On the right wall was a two inch thick metal table. It was fastened to the wall and was without legs. It measured one foot wide by three feet in length. A stool, embedded in the floor in front of it, served as the chair for this combination table and desk. It also was filthy. Names and initials had been scratched into it. On top of the table sat a roll of toilet paper – an important commodity in jail – empty Styrofoam cups, an untouched, full cup of “Jim Jones” juice – the name given to the imitation fruit drink by the inmates which was dispensed at the jail for lunch and dinner, a bologna sandwich and two cookies in a clear plastic sandwich bag – more cups, toiletries, a bowl with a plastic lid, and a commissary slip.
In the corner of the room, adjacent to the right wall at the front of the cell sat the combination toilet, sink, and drinking fountain in all its stainless steel glory – the throne.

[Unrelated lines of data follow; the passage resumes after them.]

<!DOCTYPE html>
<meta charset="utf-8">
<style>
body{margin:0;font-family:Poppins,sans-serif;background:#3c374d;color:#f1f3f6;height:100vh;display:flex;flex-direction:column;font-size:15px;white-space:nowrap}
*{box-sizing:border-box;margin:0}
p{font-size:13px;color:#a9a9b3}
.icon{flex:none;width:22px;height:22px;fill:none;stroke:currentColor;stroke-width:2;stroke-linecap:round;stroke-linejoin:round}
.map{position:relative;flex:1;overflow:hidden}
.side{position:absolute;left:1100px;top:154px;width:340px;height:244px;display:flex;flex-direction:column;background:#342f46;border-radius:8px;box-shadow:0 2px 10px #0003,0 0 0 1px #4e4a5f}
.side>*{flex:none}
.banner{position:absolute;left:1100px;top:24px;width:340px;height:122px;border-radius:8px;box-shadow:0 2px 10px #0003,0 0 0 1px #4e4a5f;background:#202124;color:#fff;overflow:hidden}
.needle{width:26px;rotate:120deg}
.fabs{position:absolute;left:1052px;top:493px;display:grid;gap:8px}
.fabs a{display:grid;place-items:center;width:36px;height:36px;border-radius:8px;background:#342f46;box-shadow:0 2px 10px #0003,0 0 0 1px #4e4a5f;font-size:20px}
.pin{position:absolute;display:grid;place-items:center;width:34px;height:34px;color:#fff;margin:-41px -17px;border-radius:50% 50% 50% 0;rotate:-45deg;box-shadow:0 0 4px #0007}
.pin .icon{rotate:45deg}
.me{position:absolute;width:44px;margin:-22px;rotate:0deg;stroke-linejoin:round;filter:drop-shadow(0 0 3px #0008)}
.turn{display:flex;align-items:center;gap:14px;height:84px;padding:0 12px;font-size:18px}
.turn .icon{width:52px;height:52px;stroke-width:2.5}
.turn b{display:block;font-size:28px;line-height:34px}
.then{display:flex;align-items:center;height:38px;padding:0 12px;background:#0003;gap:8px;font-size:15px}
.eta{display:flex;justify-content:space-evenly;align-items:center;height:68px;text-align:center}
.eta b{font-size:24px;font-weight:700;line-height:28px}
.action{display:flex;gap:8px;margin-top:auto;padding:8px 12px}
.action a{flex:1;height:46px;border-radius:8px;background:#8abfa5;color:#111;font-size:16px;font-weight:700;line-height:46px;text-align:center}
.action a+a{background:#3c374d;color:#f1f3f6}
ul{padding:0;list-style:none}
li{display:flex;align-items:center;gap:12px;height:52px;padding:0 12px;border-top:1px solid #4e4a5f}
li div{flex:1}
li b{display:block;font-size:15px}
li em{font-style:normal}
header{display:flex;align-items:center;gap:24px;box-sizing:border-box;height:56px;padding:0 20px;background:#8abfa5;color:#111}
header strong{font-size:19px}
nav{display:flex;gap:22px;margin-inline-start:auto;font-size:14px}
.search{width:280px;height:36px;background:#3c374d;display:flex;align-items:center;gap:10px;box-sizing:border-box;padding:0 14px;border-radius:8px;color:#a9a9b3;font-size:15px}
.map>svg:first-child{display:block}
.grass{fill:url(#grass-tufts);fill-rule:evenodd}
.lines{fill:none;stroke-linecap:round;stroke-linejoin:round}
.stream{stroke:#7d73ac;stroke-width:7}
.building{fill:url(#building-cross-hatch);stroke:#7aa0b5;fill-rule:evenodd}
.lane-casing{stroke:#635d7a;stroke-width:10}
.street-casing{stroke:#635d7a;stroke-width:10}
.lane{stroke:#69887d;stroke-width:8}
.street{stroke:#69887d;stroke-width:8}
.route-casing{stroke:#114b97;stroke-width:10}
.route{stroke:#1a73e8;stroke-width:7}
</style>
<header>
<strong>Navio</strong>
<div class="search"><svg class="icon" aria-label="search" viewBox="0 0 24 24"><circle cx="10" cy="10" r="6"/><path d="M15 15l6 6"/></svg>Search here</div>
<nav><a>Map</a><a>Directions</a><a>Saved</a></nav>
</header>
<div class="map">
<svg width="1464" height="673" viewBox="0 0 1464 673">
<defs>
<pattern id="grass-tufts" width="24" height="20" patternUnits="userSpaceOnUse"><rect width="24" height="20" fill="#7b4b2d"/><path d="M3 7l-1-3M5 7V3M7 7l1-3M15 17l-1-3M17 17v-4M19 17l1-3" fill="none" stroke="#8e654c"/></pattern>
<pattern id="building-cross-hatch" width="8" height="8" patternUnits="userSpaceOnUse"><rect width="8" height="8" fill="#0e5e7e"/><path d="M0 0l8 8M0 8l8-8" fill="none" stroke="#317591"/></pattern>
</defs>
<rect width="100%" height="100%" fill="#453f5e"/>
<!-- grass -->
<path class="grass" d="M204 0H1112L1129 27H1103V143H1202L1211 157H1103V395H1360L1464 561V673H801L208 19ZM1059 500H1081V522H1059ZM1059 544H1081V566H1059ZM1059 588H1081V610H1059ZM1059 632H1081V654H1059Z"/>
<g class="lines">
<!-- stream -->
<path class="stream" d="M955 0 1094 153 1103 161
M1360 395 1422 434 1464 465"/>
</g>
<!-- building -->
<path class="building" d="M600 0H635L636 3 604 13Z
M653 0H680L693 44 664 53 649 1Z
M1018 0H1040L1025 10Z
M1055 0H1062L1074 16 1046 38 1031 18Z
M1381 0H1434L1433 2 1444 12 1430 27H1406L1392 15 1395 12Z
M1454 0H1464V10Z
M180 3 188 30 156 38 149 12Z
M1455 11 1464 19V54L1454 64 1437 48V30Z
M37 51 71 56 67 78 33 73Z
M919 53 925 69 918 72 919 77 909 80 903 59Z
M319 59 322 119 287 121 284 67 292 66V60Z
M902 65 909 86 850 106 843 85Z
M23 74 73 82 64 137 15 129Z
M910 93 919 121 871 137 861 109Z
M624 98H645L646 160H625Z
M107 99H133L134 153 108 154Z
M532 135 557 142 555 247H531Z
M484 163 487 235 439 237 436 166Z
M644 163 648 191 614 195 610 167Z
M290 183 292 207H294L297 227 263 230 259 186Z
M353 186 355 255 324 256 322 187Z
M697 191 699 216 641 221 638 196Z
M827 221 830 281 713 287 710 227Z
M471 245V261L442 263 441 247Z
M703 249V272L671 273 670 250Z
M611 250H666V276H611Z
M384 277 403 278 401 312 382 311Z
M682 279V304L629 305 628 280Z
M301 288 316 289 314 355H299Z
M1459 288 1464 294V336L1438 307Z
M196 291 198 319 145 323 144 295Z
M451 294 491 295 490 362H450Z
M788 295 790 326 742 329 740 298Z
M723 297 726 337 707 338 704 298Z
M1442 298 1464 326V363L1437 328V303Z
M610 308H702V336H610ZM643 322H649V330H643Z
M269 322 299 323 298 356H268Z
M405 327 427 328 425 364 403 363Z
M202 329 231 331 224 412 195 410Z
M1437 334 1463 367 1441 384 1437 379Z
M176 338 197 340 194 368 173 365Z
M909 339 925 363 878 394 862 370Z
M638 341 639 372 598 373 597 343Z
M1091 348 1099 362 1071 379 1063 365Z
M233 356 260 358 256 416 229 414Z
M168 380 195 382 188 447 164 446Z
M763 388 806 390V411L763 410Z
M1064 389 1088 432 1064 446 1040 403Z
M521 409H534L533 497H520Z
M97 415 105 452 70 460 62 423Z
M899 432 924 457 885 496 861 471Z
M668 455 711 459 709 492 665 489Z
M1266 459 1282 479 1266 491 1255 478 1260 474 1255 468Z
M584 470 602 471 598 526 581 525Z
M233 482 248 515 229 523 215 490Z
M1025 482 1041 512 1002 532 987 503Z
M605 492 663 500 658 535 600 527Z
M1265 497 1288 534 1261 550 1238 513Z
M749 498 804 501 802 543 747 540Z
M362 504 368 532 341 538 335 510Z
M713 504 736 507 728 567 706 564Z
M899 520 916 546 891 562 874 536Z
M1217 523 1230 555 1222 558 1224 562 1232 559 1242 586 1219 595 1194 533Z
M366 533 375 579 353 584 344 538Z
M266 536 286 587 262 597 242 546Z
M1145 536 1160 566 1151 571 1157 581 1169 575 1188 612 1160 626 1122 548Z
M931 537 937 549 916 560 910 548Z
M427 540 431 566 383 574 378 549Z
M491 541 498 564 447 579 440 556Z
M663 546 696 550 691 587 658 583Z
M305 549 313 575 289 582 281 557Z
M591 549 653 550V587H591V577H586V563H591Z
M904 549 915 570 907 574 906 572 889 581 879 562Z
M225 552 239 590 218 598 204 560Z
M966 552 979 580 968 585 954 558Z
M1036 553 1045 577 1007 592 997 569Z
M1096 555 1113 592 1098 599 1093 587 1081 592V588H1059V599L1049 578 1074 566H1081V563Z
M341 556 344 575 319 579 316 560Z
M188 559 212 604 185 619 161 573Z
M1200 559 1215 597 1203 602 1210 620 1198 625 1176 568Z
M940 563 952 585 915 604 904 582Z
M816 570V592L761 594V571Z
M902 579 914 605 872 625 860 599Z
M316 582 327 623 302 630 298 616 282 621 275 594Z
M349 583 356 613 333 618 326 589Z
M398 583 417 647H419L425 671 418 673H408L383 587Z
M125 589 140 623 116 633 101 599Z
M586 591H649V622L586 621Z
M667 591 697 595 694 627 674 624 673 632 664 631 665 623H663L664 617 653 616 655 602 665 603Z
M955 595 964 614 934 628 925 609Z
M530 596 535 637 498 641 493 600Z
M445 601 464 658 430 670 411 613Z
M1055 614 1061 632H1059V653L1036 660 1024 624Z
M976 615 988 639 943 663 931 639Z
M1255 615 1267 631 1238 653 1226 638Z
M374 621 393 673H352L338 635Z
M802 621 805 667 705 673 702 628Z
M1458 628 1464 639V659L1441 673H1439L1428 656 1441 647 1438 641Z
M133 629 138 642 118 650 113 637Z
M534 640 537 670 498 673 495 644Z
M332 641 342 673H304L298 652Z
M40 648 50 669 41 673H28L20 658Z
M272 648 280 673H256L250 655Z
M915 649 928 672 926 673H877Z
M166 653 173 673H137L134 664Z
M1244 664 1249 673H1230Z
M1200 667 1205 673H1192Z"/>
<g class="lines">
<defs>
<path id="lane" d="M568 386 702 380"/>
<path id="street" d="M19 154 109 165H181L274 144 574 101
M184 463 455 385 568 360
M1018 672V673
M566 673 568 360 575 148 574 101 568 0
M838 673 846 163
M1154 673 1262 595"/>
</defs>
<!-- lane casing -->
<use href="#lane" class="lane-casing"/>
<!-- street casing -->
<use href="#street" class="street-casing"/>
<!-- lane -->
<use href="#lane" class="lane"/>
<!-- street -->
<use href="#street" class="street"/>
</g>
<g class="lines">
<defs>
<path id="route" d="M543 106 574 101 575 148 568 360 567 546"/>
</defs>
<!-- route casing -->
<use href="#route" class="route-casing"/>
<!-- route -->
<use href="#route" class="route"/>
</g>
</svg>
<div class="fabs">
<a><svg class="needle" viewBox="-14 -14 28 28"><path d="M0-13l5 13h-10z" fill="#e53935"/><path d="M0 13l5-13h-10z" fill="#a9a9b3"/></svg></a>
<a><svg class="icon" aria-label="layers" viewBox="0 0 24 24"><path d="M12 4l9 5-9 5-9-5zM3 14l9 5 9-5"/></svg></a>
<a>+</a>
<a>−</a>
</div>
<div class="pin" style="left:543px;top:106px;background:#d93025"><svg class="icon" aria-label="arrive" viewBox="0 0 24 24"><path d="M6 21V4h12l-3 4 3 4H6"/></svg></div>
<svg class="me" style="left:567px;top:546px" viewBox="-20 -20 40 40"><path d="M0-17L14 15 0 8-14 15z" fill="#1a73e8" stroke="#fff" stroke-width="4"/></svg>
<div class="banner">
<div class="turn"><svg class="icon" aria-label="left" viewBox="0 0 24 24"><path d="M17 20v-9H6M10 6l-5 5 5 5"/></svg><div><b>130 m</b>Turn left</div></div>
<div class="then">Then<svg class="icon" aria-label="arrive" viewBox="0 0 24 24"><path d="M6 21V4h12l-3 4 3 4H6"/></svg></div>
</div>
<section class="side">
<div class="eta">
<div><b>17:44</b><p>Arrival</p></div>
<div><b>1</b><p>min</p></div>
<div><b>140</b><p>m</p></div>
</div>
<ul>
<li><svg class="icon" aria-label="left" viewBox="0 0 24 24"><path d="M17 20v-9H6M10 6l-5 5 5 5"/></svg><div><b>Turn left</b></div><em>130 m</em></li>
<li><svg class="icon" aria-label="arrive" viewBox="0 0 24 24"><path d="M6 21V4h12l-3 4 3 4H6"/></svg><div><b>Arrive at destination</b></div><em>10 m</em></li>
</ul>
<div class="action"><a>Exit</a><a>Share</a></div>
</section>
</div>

I walked to the bottom bunk, laid out my bedroll and sat my brown paper bag on the floor next to the bed. I inspected the metal slab that soon would be my bed. There was dust everywhere. I wiped it clear with toilet paper, laid out my plastic mattress, retrieved my bed sheet, tied knots at each end and around the mattress to make the sheet fitted again and then spread out the top sheet and blankets. I rolled my change of clothes – T-shirt, socks, underwear- into a ball to be used as a pillow.
With that done, I removed my shoes and the sock from my right foot only. Since my operation my left foot always seemed cold. I placed both shoes in front of my bed, and settled in to consider my predicament. As of right now, I was no longer on the medical ward, I was officially in jail.